--- WHAT TO DO ---
Look through the data below and, wherever a line carries the word "hidden", please copy that line.

++++ MATERIALS PROVIDED ++++

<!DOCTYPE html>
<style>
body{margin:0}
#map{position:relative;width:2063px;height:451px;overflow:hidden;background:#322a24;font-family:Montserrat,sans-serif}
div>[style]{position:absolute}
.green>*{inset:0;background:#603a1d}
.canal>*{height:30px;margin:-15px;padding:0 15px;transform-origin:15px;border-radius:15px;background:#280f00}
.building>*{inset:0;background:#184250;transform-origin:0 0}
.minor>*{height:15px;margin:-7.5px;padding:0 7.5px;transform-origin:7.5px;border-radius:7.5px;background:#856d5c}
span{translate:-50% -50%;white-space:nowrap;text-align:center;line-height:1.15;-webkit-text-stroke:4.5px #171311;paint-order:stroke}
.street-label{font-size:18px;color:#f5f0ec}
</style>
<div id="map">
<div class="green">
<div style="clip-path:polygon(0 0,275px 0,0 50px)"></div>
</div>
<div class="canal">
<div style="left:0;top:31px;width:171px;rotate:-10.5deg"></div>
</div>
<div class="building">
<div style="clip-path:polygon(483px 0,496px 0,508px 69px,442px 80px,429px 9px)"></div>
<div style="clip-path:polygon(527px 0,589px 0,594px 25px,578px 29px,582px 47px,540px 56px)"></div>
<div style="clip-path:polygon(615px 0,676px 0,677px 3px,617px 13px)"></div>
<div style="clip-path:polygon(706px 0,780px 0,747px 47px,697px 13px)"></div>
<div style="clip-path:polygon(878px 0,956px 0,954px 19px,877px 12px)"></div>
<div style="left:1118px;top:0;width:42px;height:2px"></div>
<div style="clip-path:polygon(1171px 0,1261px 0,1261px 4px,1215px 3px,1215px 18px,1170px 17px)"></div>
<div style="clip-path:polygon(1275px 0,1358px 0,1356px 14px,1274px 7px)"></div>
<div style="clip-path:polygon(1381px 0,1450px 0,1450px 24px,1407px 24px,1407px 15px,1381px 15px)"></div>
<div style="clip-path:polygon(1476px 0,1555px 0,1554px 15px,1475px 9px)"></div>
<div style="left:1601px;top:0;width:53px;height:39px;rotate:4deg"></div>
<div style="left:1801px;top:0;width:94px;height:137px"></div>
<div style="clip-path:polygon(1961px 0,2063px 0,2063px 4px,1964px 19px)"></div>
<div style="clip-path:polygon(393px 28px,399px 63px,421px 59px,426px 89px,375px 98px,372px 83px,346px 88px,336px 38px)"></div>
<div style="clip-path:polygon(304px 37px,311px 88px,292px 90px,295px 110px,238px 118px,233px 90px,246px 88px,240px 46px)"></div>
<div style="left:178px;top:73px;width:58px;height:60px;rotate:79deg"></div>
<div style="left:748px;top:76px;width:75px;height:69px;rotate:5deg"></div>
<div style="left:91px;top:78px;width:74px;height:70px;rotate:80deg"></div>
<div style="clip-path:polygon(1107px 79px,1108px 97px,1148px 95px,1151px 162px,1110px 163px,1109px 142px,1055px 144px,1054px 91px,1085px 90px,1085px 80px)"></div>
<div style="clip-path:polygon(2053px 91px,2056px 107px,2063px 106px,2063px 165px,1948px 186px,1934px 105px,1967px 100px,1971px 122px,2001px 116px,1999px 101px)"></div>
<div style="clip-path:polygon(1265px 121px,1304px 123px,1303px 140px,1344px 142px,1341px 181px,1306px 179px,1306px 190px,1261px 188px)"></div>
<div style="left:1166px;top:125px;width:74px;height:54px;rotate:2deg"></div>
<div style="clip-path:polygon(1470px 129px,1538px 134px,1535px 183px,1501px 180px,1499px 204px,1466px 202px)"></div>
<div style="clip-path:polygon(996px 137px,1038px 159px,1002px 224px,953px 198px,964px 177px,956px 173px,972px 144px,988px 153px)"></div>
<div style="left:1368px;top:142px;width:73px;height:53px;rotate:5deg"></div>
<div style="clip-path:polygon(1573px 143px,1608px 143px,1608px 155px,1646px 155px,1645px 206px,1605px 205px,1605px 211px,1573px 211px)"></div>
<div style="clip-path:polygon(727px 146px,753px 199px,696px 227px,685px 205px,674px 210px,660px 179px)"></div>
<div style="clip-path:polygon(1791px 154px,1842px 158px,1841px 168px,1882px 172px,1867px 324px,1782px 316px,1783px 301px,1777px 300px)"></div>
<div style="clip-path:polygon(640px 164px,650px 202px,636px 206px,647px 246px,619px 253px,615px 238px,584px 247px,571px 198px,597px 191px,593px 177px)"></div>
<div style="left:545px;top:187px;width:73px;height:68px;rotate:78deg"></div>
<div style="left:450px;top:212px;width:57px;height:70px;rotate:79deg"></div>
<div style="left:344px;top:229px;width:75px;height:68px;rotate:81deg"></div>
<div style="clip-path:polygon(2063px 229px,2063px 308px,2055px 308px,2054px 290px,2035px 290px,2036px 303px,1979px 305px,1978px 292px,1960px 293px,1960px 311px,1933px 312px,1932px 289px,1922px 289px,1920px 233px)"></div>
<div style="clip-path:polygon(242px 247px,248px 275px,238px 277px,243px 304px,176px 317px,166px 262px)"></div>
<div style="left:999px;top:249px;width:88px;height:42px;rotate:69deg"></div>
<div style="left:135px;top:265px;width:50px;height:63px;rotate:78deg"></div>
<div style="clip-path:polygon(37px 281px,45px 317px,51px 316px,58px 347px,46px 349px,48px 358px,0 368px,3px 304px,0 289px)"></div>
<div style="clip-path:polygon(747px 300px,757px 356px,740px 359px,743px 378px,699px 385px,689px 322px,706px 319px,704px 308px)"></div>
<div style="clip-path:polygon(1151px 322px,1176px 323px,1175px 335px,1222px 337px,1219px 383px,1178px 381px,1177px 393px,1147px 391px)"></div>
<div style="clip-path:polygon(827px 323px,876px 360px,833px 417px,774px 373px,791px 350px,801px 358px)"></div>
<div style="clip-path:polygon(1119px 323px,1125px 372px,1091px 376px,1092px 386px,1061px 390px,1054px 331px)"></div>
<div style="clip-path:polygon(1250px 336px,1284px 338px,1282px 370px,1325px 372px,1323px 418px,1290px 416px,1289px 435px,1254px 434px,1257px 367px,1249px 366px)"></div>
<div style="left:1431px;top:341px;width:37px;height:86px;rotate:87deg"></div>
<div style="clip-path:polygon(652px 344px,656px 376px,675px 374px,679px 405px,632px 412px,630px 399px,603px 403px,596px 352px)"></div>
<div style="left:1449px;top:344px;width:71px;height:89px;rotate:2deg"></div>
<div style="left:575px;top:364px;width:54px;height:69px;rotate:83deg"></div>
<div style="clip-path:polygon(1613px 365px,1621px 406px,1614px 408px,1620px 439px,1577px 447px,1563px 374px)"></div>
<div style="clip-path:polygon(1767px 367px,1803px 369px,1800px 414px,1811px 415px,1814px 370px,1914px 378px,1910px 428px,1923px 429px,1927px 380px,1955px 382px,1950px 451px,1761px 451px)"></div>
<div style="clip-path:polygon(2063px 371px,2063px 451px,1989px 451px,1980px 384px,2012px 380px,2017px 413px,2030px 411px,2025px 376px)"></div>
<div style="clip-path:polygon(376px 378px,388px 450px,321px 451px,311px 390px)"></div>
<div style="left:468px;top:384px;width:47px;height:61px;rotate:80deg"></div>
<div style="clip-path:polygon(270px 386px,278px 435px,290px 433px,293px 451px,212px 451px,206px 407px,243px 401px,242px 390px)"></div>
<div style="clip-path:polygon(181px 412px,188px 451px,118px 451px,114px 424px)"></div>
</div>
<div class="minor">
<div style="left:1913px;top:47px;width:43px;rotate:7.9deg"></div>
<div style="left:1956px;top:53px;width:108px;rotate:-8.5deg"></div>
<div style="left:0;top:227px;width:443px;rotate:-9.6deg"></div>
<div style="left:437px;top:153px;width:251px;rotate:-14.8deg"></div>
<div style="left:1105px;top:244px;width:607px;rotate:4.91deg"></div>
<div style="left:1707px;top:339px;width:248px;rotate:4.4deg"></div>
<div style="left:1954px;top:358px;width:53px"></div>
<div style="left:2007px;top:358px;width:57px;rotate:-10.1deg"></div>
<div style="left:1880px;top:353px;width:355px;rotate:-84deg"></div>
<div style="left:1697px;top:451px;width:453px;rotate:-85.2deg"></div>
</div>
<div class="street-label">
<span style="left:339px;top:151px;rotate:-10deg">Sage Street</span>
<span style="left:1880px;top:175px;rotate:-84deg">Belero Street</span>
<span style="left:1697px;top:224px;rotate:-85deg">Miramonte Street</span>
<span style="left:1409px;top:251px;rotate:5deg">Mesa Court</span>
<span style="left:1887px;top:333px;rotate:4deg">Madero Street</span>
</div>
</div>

++++
++++ MATERIALS PROVIDED ++++

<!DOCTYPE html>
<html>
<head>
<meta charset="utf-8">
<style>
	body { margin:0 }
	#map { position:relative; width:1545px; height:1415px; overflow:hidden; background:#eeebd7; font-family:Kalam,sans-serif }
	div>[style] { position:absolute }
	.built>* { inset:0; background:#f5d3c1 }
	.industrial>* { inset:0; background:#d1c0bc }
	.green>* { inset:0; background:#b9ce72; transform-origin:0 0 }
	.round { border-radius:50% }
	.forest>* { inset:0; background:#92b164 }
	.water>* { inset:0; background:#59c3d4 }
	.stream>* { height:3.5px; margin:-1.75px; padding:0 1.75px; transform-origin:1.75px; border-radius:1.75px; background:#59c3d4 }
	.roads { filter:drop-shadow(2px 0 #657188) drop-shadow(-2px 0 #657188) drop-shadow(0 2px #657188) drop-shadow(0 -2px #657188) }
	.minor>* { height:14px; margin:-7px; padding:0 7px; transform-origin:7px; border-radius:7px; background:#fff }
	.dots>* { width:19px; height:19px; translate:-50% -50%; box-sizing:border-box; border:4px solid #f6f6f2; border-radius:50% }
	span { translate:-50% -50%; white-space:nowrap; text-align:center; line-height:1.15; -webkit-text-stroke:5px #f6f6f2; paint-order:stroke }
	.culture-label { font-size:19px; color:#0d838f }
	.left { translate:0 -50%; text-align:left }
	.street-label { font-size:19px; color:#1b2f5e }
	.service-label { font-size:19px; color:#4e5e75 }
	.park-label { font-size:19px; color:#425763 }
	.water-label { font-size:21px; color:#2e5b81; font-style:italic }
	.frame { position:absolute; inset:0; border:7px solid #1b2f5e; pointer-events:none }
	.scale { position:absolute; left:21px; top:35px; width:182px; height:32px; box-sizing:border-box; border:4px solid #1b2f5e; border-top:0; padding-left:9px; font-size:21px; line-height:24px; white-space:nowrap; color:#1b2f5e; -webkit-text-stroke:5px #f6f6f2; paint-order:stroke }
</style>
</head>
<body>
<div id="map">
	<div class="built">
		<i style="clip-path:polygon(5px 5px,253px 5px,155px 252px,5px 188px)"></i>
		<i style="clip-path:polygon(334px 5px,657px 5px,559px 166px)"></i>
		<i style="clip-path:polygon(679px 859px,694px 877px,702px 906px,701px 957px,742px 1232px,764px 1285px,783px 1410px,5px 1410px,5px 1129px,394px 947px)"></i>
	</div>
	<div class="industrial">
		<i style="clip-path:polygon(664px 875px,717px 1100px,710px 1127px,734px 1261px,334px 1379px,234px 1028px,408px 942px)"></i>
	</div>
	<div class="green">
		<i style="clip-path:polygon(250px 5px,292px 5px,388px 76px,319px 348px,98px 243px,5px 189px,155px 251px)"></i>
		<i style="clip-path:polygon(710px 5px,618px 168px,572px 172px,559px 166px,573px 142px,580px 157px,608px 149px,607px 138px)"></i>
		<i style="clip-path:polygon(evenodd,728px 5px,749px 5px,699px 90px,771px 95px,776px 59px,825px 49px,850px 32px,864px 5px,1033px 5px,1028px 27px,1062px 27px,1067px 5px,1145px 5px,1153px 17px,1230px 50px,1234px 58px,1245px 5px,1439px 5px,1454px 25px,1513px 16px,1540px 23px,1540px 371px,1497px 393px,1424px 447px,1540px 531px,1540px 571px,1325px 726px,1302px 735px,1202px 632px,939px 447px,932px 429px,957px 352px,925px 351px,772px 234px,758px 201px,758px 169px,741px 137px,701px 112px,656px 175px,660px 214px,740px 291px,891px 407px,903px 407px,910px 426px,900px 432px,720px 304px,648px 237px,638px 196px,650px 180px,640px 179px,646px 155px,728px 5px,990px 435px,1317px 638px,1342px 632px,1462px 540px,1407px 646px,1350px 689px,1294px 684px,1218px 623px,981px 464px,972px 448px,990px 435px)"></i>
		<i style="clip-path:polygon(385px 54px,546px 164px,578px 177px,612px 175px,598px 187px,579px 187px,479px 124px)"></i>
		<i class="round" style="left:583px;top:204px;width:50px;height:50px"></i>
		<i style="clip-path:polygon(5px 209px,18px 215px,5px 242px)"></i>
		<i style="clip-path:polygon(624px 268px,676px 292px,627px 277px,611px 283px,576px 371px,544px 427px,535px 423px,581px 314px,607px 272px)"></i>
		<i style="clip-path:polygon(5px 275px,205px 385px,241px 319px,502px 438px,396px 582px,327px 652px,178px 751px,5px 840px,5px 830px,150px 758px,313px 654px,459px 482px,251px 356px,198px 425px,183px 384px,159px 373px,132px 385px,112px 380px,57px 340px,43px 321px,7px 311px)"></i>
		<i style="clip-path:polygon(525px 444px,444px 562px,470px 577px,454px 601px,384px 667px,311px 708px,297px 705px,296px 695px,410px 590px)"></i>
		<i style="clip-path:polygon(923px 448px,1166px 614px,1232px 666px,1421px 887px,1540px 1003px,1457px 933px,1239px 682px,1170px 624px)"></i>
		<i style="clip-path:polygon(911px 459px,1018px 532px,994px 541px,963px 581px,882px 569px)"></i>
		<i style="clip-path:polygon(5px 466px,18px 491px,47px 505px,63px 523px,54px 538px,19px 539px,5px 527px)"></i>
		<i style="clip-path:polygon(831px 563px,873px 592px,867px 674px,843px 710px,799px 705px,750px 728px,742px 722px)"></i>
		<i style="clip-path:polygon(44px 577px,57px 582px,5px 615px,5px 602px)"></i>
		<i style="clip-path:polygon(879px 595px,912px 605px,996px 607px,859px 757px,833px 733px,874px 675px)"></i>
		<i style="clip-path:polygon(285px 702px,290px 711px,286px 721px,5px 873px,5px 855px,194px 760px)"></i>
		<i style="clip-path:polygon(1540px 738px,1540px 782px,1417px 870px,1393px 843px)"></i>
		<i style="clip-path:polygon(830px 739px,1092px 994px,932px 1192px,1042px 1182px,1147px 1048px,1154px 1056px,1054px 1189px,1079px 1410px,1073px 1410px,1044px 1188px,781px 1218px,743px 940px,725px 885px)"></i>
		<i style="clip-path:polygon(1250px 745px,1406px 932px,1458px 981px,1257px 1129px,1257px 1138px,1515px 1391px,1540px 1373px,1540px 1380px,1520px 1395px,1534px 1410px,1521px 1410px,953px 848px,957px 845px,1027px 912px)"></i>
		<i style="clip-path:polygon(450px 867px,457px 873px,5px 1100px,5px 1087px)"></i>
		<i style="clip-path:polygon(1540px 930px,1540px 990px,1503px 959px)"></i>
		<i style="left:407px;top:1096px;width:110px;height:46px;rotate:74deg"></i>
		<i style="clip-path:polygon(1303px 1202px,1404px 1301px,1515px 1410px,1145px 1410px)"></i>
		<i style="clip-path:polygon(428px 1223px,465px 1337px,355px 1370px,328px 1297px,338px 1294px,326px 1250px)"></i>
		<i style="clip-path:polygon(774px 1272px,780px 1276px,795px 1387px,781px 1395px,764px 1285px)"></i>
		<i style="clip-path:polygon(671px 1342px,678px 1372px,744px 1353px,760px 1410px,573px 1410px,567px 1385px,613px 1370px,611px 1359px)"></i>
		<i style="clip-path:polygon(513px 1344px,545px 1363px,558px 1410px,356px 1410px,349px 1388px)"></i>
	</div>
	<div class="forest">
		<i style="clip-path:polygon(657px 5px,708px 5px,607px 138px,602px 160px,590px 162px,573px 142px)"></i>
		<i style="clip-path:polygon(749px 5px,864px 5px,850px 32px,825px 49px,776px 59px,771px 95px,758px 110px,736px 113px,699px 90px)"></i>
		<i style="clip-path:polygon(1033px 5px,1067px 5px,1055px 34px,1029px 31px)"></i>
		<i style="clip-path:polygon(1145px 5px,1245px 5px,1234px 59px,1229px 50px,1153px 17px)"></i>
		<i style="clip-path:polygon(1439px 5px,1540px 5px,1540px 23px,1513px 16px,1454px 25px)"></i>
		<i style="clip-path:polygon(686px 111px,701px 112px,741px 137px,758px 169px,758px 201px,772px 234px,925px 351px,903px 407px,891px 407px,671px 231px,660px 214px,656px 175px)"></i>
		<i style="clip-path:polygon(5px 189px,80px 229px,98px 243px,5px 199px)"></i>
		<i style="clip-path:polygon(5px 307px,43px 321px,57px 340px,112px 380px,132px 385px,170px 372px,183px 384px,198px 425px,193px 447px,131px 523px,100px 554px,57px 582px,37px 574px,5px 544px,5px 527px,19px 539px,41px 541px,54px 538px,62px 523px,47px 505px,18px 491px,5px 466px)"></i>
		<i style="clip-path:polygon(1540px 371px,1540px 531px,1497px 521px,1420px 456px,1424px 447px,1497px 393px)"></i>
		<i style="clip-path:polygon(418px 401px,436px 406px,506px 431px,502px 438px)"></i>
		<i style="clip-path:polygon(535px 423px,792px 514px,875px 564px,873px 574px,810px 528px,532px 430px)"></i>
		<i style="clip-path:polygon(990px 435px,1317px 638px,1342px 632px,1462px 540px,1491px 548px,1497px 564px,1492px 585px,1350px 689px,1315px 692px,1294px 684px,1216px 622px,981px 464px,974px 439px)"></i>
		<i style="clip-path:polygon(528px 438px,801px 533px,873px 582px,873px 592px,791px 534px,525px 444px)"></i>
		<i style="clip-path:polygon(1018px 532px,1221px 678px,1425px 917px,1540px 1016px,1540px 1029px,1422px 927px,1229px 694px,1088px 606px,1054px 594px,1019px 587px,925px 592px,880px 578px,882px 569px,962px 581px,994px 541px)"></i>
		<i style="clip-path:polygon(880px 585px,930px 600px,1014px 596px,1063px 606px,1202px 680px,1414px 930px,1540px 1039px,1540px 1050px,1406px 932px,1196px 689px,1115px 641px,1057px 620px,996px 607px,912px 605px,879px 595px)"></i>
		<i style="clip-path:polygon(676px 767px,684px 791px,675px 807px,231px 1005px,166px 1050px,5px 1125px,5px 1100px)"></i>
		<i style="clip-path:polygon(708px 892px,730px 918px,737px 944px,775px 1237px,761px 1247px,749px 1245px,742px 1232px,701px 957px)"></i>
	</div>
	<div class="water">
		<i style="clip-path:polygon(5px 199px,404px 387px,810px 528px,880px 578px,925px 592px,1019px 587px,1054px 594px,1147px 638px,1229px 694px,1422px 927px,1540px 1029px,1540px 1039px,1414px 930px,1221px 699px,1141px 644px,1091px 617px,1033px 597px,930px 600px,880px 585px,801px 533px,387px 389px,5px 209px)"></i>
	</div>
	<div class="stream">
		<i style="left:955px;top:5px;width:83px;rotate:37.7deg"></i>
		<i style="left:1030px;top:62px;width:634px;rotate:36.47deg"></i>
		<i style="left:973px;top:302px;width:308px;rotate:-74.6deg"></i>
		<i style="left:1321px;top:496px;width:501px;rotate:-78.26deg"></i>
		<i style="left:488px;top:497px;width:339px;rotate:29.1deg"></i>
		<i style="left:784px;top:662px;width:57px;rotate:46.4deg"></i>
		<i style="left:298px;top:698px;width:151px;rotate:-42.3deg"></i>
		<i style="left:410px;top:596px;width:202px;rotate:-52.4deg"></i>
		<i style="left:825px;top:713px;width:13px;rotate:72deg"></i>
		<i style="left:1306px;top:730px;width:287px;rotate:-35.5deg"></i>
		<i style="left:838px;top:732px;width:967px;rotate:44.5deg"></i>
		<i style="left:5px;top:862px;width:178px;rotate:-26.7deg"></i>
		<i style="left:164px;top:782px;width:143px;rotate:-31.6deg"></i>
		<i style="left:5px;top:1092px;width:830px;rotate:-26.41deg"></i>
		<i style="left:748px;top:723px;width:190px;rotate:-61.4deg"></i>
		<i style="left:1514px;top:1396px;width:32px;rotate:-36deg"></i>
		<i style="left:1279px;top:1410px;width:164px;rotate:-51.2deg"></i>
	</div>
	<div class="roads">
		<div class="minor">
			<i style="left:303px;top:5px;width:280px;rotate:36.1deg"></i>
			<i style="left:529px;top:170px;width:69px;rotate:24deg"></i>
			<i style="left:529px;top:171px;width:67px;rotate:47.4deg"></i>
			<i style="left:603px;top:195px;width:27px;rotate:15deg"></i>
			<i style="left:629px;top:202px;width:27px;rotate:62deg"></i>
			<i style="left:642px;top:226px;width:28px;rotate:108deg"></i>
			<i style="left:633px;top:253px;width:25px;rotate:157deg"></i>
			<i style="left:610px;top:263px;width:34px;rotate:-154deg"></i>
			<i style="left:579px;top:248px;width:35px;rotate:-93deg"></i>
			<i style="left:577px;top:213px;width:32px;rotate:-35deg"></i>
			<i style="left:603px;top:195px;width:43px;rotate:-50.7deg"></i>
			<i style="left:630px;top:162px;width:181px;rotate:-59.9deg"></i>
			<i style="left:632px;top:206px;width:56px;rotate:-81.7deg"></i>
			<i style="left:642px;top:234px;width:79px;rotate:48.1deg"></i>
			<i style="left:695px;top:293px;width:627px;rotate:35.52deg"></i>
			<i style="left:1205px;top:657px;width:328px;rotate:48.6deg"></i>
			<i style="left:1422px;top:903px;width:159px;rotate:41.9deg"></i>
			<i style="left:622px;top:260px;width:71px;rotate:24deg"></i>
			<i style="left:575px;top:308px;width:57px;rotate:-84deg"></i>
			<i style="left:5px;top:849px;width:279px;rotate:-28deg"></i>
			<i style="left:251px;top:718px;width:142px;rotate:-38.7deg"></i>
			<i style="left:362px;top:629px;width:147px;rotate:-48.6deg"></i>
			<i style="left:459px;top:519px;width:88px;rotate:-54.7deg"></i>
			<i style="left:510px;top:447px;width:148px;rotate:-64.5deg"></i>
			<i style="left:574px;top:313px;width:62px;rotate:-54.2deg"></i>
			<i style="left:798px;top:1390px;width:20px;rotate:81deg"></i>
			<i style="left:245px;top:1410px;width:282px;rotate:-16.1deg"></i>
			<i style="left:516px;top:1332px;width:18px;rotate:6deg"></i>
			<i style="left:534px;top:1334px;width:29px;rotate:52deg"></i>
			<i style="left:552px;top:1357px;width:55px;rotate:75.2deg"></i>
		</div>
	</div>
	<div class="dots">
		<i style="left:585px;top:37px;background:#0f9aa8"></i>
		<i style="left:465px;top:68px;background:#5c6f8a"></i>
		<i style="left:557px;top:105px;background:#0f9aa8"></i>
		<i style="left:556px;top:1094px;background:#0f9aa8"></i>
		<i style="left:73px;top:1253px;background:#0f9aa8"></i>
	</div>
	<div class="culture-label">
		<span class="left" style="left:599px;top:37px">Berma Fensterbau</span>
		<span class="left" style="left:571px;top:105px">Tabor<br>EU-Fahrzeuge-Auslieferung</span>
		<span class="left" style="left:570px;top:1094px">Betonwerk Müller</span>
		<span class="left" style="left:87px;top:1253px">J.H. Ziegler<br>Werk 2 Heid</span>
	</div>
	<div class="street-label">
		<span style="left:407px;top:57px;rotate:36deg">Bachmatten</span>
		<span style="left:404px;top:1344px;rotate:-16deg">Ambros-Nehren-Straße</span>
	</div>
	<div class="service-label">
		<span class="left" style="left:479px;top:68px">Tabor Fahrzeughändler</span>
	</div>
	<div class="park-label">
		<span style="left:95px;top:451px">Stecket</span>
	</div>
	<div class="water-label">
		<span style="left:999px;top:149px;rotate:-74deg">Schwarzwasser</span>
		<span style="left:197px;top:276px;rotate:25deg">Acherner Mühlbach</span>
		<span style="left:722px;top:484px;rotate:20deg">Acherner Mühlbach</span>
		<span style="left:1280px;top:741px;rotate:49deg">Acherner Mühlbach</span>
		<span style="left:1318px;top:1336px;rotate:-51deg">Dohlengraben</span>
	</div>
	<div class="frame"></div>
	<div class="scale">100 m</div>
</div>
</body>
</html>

++++

--- SOLVED EXERCISE ---
#map{position:relative;width:2063px;height:451px;overflow:hidden;background:#322a24;font-family:Montserrat,sans-serif}
	#map { position:relative; width:1545px; height:1415px; overflow:hidden; background:#eeebd7; font-family:Kalam,sans-serif }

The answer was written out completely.